Check out BigQuery Utils on GitHub

Google have curated a number of useful UDFs and made them publicly available from their own Google Cloud project. Rather than having to mess around creating these UDFs yourself, you can go ahead and use these right now by referencing Google’s project/dataset and functions in your queries, like so:

SELECT bqutil.fn.int(1)

The one downside to this otherwise fantastic resource is that it’s only available within the US region, so those of us down under (and I guess other regions too) will have to resort to deploying these functions to our own project tenancy until such time as they’re made more widely available.

A few of my favourite UDFs

This is what you’re all here for, right? Listed below are the functions I’m particularly jazzed about. Each one includes a short introduction explaining what it does and why it’s useful, followed by its SQL definition, and finally a few examples to get you started.

In no particular order, here we go!

1. Median

There isn’t a week that goes by that I don’t use this function. Often the data I work with is skewed in some form or another, making using the median a much better choice for calculating the central tendency than using AVG for the mean.

It’s quite clever how it works too. It relies on the functionality of BigQuery’s ARRAY_AGG to aggregate together all the values we want to calculate the median for, and then uses array indexing to find the value(s) that best line up with middle of the array. Simple, but elegant.

I can’t take credit for this one, for that I have to thank the fine work done by Elliot Brossard (and Felipe Hoffa for bringing it to my attention).

CREATE OR REPLACE FUNCTION fn.median(arr ANY TYPE)
AS ((
  SELECT IF (
    MOD(ARRAY_LENGTH(arr), 2) = 0,
    (arr[OFFSET(DIV(ARRAY_LENGTH(arr), 2) - 1)] + arr[OFFSET(DIV(ARRAY_LENGTH(arr), 2))]) / 2,
    arr[OFFSET(DIV(ARRAY_LENGTH(arr), 2))]
  )
  FROM (SELECT ARRAY_AGG(x ORDER BY x) AS arr FROM UNNEST(arr) AS x)
));

Let’s look at a couple of examples to see how it works.

Example 1

Here we have a list of users who have visited our website by date:

dateuser count
2020-05-197
2020-05-2018
2020-05-2120
2020-05-2221
2020-05-2325
2020-05-2432

To calculate the median number of users who have visited our website per day, we’d use our freshly minted median function as follows:

SELECT
  bqutil.fn.median(ARRAY_AGG(user_count)) AS median_users_per_day
FROM
  tbl
median users per day
20.5

Because we have an even number of records, there’s no one value that best represents the middle. The function therefore gets the median by calculating the mean difference between the two middlemost values (20 and 21), returning us a median of 20.5.

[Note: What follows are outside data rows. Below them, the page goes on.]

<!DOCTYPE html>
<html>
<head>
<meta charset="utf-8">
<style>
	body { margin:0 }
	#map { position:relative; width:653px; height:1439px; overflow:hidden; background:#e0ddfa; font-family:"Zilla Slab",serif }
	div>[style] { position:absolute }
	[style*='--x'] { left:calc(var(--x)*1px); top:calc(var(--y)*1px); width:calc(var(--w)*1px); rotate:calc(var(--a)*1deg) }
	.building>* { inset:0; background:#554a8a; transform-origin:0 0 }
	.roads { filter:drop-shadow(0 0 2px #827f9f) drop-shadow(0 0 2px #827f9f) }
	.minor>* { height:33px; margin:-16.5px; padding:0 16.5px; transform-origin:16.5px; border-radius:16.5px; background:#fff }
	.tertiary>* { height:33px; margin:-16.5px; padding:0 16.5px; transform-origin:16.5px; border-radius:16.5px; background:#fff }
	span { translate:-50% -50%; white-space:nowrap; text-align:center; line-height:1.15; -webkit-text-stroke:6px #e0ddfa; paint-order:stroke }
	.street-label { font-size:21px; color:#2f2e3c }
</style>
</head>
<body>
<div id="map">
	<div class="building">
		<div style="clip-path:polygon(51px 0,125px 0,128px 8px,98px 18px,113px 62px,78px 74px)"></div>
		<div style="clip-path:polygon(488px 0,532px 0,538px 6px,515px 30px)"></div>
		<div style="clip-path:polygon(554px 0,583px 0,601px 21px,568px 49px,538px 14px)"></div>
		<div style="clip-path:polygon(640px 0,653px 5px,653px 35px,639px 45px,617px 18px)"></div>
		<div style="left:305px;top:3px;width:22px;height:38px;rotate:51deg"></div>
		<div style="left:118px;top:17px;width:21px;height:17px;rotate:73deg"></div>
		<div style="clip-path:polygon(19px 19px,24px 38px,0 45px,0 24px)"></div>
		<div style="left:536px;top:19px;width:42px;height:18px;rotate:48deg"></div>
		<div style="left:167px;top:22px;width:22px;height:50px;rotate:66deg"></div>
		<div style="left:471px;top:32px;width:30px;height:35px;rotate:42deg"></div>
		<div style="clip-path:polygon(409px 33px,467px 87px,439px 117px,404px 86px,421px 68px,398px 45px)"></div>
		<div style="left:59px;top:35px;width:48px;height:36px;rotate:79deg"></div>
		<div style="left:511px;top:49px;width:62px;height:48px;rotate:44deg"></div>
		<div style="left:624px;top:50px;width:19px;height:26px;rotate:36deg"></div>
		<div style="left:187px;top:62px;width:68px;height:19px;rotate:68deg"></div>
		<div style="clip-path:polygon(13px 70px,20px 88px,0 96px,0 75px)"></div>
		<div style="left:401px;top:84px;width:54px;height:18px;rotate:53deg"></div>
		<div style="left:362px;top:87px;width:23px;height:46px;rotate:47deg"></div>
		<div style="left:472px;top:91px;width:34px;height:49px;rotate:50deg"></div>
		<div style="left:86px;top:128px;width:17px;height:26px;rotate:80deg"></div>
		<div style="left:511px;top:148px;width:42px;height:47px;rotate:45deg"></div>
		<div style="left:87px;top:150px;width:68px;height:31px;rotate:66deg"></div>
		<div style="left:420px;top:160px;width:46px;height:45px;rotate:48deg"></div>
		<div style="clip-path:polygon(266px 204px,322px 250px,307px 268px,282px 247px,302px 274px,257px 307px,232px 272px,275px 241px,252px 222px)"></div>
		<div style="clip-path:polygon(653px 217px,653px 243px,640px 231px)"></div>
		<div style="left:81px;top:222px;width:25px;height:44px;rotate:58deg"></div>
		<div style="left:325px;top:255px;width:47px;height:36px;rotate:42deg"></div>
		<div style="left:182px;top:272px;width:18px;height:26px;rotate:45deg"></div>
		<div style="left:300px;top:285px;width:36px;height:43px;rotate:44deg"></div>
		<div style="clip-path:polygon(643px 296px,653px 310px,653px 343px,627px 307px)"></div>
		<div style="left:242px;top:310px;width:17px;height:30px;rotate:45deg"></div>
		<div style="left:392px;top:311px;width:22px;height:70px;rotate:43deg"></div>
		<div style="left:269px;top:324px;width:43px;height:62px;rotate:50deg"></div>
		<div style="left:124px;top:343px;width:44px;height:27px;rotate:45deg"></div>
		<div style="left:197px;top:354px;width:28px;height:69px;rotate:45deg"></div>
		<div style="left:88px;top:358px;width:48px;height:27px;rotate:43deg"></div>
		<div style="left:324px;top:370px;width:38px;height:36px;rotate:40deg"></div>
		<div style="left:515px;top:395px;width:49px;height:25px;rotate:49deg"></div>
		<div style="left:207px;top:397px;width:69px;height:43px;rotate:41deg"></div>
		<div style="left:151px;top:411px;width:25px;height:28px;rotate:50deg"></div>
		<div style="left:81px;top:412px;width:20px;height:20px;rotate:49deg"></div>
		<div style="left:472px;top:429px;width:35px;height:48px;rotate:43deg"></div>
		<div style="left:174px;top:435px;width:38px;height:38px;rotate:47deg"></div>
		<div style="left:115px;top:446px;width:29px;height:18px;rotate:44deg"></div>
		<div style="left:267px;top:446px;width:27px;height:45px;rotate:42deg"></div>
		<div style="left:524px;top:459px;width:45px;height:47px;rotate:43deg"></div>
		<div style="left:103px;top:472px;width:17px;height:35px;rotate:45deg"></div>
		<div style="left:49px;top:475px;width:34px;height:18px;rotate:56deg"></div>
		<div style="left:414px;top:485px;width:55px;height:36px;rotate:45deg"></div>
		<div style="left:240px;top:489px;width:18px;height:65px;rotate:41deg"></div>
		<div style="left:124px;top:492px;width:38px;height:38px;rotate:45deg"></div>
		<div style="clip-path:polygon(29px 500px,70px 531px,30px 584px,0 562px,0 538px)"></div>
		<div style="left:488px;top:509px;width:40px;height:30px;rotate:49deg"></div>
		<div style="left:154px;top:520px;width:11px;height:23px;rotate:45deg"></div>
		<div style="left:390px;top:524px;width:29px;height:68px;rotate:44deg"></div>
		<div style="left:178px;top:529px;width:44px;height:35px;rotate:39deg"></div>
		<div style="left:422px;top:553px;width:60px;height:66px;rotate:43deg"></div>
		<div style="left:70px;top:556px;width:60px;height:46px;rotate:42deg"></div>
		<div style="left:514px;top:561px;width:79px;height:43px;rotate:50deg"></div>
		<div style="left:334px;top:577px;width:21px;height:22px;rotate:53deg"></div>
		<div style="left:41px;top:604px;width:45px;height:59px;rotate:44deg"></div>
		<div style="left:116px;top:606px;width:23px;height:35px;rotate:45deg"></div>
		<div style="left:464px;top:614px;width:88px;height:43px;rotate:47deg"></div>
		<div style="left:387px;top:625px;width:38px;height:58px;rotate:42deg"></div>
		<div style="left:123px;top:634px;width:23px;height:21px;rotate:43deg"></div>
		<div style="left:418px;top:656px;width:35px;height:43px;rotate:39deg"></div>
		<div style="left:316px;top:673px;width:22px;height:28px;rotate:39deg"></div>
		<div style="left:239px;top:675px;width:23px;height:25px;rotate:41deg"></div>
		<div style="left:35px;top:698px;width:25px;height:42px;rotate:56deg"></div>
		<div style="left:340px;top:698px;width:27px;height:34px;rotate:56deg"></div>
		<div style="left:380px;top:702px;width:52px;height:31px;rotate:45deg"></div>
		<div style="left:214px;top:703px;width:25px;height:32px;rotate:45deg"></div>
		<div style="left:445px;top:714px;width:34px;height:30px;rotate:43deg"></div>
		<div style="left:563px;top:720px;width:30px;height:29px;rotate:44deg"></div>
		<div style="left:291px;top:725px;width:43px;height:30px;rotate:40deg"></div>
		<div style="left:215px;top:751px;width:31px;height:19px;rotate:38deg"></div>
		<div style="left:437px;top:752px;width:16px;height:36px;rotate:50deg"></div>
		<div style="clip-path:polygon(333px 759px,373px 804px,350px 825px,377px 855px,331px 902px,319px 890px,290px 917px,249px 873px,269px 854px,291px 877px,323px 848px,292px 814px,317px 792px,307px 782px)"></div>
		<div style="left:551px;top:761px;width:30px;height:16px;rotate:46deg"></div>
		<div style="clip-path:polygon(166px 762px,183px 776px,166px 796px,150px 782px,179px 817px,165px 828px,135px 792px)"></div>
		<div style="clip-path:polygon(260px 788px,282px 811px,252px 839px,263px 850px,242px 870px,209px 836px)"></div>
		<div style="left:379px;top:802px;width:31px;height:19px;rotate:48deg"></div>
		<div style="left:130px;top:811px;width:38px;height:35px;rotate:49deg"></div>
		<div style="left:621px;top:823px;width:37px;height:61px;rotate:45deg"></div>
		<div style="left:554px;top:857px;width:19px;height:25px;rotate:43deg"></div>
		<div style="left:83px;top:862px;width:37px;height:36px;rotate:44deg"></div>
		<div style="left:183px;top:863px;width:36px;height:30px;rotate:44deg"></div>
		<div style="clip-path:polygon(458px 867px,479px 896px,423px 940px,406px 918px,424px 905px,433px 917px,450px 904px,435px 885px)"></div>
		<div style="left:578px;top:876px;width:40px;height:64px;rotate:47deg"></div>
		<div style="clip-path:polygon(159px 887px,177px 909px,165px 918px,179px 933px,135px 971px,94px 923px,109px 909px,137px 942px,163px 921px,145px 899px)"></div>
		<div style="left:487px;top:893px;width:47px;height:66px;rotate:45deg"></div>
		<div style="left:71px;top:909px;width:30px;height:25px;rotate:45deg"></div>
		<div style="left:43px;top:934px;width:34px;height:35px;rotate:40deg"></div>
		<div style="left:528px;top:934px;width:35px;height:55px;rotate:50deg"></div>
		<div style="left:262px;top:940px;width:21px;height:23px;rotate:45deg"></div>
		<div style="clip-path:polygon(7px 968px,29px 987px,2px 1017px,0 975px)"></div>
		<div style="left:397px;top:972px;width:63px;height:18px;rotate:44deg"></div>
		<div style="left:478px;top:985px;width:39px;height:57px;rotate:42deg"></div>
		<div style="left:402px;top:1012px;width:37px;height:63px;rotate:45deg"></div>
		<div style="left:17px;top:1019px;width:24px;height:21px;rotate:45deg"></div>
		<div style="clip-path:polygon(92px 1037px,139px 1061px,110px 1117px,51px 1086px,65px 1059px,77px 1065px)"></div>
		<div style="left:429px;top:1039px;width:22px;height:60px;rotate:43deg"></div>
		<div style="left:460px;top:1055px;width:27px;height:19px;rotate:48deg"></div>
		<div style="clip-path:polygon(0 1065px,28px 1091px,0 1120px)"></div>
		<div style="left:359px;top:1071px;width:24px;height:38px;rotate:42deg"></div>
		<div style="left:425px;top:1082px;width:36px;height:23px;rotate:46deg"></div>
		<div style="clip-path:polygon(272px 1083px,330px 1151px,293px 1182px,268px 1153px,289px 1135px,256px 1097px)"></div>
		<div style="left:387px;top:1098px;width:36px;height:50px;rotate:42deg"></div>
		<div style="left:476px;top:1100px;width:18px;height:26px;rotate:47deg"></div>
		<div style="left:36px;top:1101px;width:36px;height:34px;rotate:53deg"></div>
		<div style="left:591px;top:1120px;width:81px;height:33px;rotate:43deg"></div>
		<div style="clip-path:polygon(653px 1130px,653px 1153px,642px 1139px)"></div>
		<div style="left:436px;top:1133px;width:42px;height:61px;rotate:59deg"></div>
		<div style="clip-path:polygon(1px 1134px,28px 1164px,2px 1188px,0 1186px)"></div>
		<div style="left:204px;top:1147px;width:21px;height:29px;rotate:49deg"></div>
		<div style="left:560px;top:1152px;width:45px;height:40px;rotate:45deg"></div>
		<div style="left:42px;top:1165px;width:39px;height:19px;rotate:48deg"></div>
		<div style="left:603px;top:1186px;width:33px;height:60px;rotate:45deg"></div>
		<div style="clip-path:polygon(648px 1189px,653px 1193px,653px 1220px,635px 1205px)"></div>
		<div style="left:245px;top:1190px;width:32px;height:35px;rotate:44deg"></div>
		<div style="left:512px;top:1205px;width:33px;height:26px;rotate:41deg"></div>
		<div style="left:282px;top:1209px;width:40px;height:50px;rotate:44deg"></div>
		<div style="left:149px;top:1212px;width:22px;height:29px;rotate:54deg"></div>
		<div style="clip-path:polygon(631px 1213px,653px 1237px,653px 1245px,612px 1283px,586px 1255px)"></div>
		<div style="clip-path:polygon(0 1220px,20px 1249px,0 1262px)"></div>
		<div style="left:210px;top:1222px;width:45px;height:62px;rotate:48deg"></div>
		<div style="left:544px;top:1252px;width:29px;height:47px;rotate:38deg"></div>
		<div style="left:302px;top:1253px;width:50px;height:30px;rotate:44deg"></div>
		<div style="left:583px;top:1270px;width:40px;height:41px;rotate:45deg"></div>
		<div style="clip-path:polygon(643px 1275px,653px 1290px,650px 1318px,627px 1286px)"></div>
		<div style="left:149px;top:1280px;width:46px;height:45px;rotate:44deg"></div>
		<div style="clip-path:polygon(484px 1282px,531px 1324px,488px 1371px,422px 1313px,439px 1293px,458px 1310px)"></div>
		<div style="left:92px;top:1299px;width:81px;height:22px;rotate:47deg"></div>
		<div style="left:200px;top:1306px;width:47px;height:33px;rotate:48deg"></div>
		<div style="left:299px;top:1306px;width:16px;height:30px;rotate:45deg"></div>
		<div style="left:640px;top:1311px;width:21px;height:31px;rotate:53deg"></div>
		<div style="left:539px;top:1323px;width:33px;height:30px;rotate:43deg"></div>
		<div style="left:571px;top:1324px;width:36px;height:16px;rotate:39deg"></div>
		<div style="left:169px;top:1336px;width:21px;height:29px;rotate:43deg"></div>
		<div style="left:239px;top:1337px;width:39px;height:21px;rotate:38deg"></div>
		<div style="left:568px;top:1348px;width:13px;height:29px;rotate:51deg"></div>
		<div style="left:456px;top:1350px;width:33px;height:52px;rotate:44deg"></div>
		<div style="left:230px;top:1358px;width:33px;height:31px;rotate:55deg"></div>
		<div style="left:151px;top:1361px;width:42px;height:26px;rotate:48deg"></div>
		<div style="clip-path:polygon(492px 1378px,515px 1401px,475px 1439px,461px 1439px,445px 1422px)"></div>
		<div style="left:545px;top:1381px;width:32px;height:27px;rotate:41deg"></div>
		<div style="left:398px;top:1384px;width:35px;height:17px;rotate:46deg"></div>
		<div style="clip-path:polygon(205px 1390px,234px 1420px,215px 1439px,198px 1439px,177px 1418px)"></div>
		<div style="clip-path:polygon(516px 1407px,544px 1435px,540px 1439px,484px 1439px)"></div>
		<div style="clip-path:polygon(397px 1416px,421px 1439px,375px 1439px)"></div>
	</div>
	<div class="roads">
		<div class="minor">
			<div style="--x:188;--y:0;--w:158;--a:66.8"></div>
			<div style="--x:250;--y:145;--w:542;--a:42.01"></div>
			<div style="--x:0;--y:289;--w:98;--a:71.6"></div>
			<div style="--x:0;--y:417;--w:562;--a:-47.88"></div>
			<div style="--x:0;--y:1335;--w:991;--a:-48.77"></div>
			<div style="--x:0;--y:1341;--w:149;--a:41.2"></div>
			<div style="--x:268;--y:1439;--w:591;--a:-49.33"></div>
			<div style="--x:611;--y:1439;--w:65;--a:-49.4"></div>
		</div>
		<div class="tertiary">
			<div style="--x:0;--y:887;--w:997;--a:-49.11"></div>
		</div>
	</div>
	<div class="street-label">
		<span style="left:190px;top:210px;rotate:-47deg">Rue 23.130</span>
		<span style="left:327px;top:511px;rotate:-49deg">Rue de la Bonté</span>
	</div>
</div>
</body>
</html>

Some of you may recognise that what we’re doing here is calculating the median on a dataset of discrete values (user counts). There’s a whole separate conversation to be had about the effect discrete and continuous variables have on calculating the median – this post is not that post. Suffice to say the function has performed admirably for our purposes and has given us a median we’d be proud to take home to our mothers.

Example 2

dateuser categoryuser count
2020-05-19Free7
2020-05-20Free18
2020-05-21Free20
2020-05-19Premium21
2020-05-20Premium25
2020-05-21Premium32

This second example has users segmented by category. If we wanted to calculate the median number of users who’ve visited our website per day and per category, we’d do this:

SELECT
  user_category,
  bqutil.fn.median(ARRAY_AGG(user_count)) AS median_users_per_day
FROM
  tbl
GROUP BY
  user_category
user categorymedian users per day
Free18
Premium25

Here it’s much easier for us to reconcile the above medians with the values from our original dataset. Since each group has only three records, the middle value is unambiguous – the function dutifully grabs the middlemost value for each group (they’re treated as separate arrays since we’re using GROUP BY) and returns us the medians you see above.

2. Percentage change (increase/decrease) between two numbers

I’ll be honest, the number of times I’ve had to reach out to Google2 to tell me how to calculate this one (and the one below) – it’s embarrassing. Turning this into a UDF was as much about keeping my code DRY as it was staving off my fear of inadequacy for not remembering such basic formula.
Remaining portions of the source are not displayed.